Beyond Pythagorean Expectation: How Run Distributions Affect Win Percentage
The Pythagorean expectation formula, originally developed by Bill James, provides a reasonably good estimate of the win percentage of a baseball team using the number of runs scored and runs allowed by that team. Improvements on the formula, such as the Pythagenport by Davenport and Woolner, and the Pythagenpat by Smyth and Patriot, allow for variation of the Pythagorean exponent and give a very good estimate for win percentages over a wide range of run environments. This article looks at possible improvements on the Pythagorean formula and its variants that take into account the shapes of the run distributions in addition to the run environment. There is a clear pattern that teams which have a higher slugging percentage score runs more consistently, i.e., their run distributions have a smaller standard deviation, and they tend to win more games than their Pythagorean expectation. This article also examines how metrics that use runs for evaluating teams and players might be adjusted to account for these effects.
Derivations of the Pythagorean expectation formula have been made under certain assumptions. Hein Hundal showed that if run distributions are independent log-normal distributions, then the Pythagorean exponent can be approximated by a particular function of the standard deviation and mean of a typical run distribution. Steven Miller showed that if the run distributions are Weibull distributions, then win percentages are given exactly by the Pythagorean formula, where the Pythagorean exponent is a parameter used to fit the run distributions to data. In both cases the Pythagorean exponent inferred from run distribution data is very close to the empirical value.

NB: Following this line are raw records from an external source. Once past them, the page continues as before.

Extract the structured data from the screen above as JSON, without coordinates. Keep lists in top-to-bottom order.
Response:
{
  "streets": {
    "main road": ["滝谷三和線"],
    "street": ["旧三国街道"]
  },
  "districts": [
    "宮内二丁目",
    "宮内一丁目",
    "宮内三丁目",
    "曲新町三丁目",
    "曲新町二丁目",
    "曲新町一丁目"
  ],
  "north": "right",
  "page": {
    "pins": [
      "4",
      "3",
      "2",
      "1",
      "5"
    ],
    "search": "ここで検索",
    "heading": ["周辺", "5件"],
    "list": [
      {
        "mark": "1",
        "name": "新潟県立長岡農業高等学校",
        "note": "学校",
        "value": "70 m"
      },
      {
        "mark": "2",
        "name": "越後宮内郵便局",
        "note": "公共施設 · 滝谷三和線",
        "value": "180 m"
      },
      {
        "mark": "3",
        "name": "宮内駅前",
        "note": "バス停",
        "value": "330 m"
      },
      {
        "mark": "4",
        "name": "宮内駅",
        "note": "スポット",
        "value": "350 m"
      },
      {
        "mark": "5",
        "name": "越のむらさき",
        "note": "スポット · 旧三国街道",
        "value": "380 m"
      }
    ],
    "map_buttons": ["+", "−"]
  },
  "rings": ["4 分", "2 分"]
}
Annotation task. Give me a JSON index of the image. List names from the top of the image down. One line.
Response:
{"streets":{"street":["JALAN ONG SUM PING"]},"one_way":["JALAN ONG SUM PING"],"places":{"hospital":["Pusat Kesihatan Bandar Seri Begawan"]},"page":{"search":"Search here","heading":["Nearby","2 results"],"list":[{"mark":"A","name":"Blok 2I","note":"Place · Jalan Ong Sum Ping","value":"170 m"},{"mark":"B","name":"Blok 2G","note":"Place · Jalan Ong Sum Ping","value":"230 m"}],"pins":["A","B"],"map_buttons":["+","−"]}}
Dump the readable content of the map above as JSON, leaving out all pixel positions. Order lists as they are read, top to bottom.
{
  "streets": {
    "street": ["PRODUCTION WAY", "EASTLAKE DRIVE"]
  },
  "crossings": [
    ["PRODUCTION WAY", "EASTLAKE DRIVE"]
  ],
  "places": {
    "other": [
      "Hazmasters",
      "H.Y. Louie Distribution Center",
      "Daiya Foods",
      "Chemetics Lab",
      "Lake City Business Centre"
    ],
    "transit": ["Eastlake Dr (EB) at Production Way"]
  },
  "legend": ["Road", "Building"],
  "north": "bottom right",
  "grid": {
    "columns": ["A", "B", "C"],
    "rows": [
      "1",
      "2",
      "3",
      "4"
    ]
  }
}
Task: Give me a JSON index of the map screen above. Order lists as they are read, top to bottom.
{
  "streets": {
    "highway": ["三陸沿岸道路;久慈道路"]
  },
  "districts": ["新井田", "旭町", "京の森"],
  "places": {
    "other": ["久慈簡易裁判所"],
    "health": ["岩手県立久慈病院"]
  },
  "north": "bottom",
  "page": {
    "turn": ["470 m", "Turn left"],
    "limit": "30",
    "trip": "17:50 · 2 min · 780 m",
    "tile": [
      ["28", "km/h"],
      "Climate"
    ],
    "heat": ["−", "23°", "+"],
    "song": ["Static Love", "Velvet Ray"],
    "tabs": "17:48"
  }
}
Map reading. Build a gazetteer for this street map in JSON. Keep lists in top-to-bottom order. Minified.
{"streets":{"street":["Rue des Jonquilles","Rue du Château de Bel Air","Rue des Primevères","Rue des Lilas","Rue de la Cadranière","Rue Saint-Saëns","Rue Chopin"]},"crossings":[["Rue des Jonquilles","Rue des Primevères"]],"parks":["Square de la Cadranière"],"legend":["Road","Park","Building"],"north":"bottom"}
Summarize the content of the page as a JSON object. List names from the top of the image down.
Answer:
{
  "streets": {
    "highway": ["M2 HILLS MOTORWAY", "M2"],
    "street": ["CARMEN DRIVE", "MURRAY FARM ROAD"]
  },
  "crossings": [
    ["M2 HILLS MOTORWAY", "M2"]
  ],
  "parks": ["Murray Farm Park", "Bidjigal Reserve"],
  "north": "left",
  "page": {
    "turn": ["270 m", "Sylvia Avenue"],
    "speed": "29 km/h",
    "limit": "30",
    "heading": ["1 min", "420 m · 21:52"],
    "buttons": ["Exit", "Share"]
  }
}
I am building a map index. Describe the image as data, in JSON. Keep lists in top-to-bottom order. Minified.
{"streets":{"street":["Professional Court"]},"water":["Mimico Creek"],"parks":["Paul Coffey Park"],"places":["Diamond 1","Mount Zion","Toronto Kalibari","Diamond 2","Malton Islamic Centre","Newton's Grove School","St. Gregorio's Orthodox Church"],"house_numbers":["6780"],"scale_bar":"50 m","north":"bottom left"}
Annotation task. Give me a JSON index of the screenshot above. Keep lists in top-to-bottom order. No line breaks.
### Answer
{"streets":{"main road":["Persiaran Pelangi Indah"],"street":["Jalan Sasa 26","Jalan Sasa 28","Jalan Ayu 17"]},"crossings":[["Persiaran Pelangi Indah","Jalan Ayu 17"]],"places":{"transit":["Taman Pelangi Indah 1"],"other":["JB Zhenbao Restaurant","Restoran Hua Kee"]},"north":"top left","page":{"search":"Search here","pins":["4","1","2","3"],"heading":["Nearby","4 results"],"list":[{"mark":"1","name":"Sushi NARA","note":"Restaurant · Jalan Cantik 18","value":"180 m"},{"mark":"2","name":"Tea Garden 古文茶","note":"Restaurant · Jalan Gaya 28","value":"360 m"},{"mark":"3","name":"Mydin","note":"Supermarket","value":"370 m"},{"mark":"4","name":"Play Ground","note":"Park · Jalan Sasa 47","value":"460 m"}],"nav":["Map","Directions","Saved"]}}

In the two derivations described above, the shape of the run distribution is determined for a given average runs per game (RPG), i.e., they are single-parameter distributions. Consequently, a team with a higher RPG is always predicted to win more games. Actual run distributions depend on many variables, such as the rates for walks, singles, doubles, triples and home runs. A team with the same runs scored and runs allowed will not necessarily have a win percentage exactly equal to .500 if the shapes of those run distributions are different. This paper reports on an investigation of these effects and discusses their potential consequences:
- How the shapes of run distributions affect win percentage will be examined using four different sources for the distributions: (i) actual runs scored data, (ii) a log-normal distribution, which has two parameters that can be taken as the mean and standard deviation of the distribution, (iii) a toy model where a given team hits only one type of base hit (single, double, or home run), and (iv) a Markov chain model where a team can have a mixed batting profile. In each case the more consistent a team is in scoring runs (i.e., the narrower the run distribution, or the smaller the standard deviation), the better its win percentage, for fixed RPG.
- Modifications of the Pythagorean formula are proposed that fit all of these data sets significantly better than the standard forms (including the Pythagenpat version).
- Using the results from above, the implications for evaluating players and building a team will be discussed.
First, run distributions from 1999-2008 were used to find win percentages in head-to-head match-ups (435 combinations each year for a total of 4350 pairings of teams). This is done as follows. If team i has probability Pi(n) of scoring n runs in a game, then its win/loss ratio against team j with probabilities Pj(n) is
W/L = [Sum_n Pi(n) (Sum_(n>m) Pj(m))] / [Sum_n Pi(n) (Sum_(n<m) Pj(m))],
where it is assumed that ties are decided with the same ratio. For pairs of teams with approximately the same RPG (within 1%), the win percentage varies from .500 by as much as .035, compared to the maximum deviation of about .005 predicted by the Pythagorean formula for two teams with RPG within 1%.
The next step is to show that much of the deviation is due to the different shapes of the distributions. Using the standard deviation from the mean as a measure of distribution shape, a strong correlation (with correlation coefficient 0.92) was found between the win percentage and the ratio of the standard deviations of the two teams. The win percentage varies inversely with the standard deviation ratio, which means that a more consistent team (i.e., one with the smaller standard deviation) tends to do better than the Pythagorean expectation, while an inconsistent team (larger standard deviation) does worse.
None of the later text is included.